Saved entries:
--------

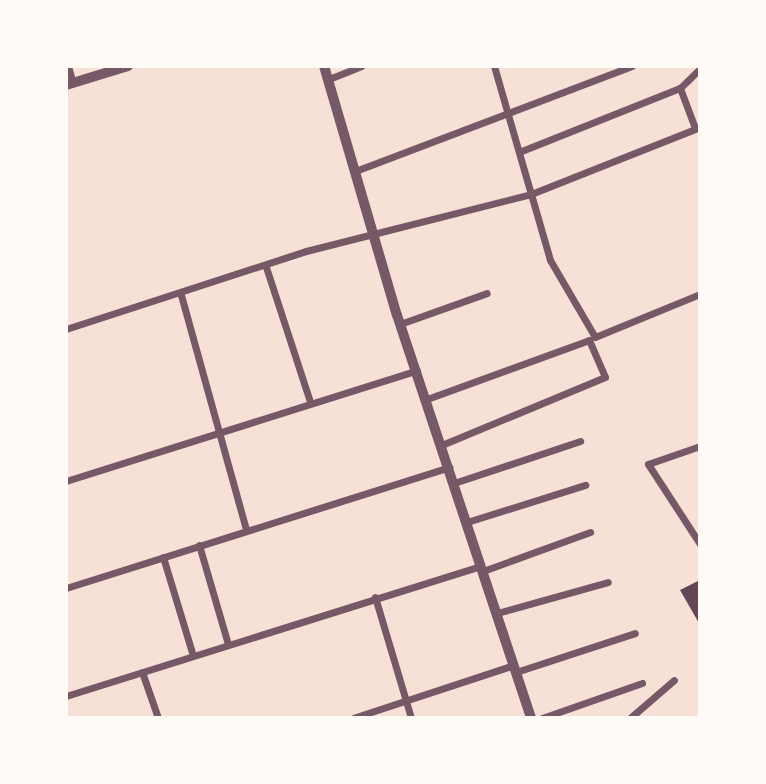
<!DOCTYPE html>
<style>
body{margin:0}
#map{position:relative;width:766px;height:784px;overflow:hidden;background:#f7e1d7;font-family:Roboto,sans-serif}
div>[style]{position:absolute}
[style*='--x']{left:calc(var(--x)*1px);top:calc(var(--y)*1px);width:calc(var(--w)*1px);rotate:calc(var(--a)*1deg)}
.building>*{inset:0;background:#644757}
.minor>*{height:7px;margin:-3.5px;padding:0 3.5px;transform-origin:3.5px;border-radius:3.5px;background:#755966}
.tertiary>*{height:10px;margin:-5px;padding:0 5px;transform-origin:5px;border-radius:5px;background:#755966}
span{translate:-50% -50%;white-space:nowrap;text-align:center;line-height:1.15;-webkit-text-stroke:6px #fffaf5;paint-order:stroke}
.frame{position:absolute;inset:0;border:68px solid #fffaf5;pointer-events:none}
</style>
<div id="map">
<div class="building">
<i style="clip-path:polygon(700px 580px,700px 625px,680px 590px)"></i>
</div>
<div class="minor">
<i style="--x:68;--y:66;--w:18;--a:74"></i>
<i style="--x:494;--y:66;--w:133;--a:73.9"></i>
<i style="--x:531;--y:194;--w:182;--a:-21.6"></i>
<i style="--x:329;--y:79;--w:35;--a:-22"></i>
<i style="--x:695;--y:128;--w:43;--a:-110.6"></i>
<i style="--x:680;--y:88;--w:28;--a:-44"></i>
<i style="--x:519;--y:152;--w:173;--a:-21.7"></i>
<i style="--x:358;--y:170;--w:293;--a:-20.8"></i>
<i style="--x:266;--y:267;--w:142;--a:71.9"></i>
<i style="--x:181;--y:295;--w:244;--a:74.5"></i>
<i style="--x:400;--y:324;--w:92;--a:-19.6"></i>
<i style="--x:66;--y:329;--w:252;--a:-18"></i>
<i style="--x:306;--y:251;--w:232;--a:-14.2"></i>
<i style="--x:531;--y:194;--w:69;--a:73.9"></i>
<i style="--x:550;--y:260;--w:89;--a:59.7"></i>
<i style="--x:595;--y:337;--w:113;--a:-22.3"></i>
<i style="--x:427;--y:399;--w:172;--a:-20"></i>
<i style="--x:589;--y:340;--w:40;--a:66.6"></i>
<i style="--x:605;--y:377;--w:177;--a:157.4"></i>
<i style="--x:700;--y:446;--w:55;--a:160.9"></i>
<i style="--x:648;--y:464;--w:95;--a:57"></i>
<i style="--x:66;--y:481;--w:368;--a:-17.5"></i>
<i style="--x:454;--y:483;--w:133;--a:-18.4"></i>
<i style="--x:467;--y:522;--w:124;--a:-17.4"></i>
<i style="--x:199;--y:545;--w:103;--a:73.7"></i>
<i style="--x:163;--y:557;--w:103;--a:73.1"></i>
<i style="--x:483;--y:571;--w:114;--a:-20"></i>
<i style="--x:66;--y:588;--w:402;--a:-17.5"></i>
<i style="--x:375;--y:597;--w:126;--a:73.4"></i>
<i style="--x:497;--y:613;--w:115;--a:-15.6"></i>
<i style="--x:142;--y:672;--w:49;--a:70.8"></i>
<i style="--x:516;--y:672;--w:125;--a:-18.1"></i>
<i style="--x:66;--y:696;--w:435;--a:-17.4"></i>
<i style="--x:353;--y:718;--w:169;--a:-18.2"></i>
<i style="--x:542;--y:718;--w:106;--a:-19.3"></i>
<i style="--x:630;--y:718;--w:58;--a:-40.8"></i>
</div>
<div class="tertiary">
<i style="--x:324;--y:66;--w:259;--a:73.7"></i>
<i style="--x:397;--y:315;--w:425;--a:71.6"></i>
<i style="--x:66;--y:85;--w:65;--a:-17"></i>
</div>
<div class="frame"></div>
</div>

--------

■ Exercise: Wherever the string "width" occurs in the records above, copy that line.

■ Exercise solution:
#map{position:relative;width:766px;height:784px;overflow:hidden;background:#f7e1d7;font-family:Roboto,sans-serif}
[style*='--x']{left:calc(var(--x)*1px);top:calc(var(--y)*1px);width:calc(var(--w)*1px);rotate:calc(var(--a)*1deg)}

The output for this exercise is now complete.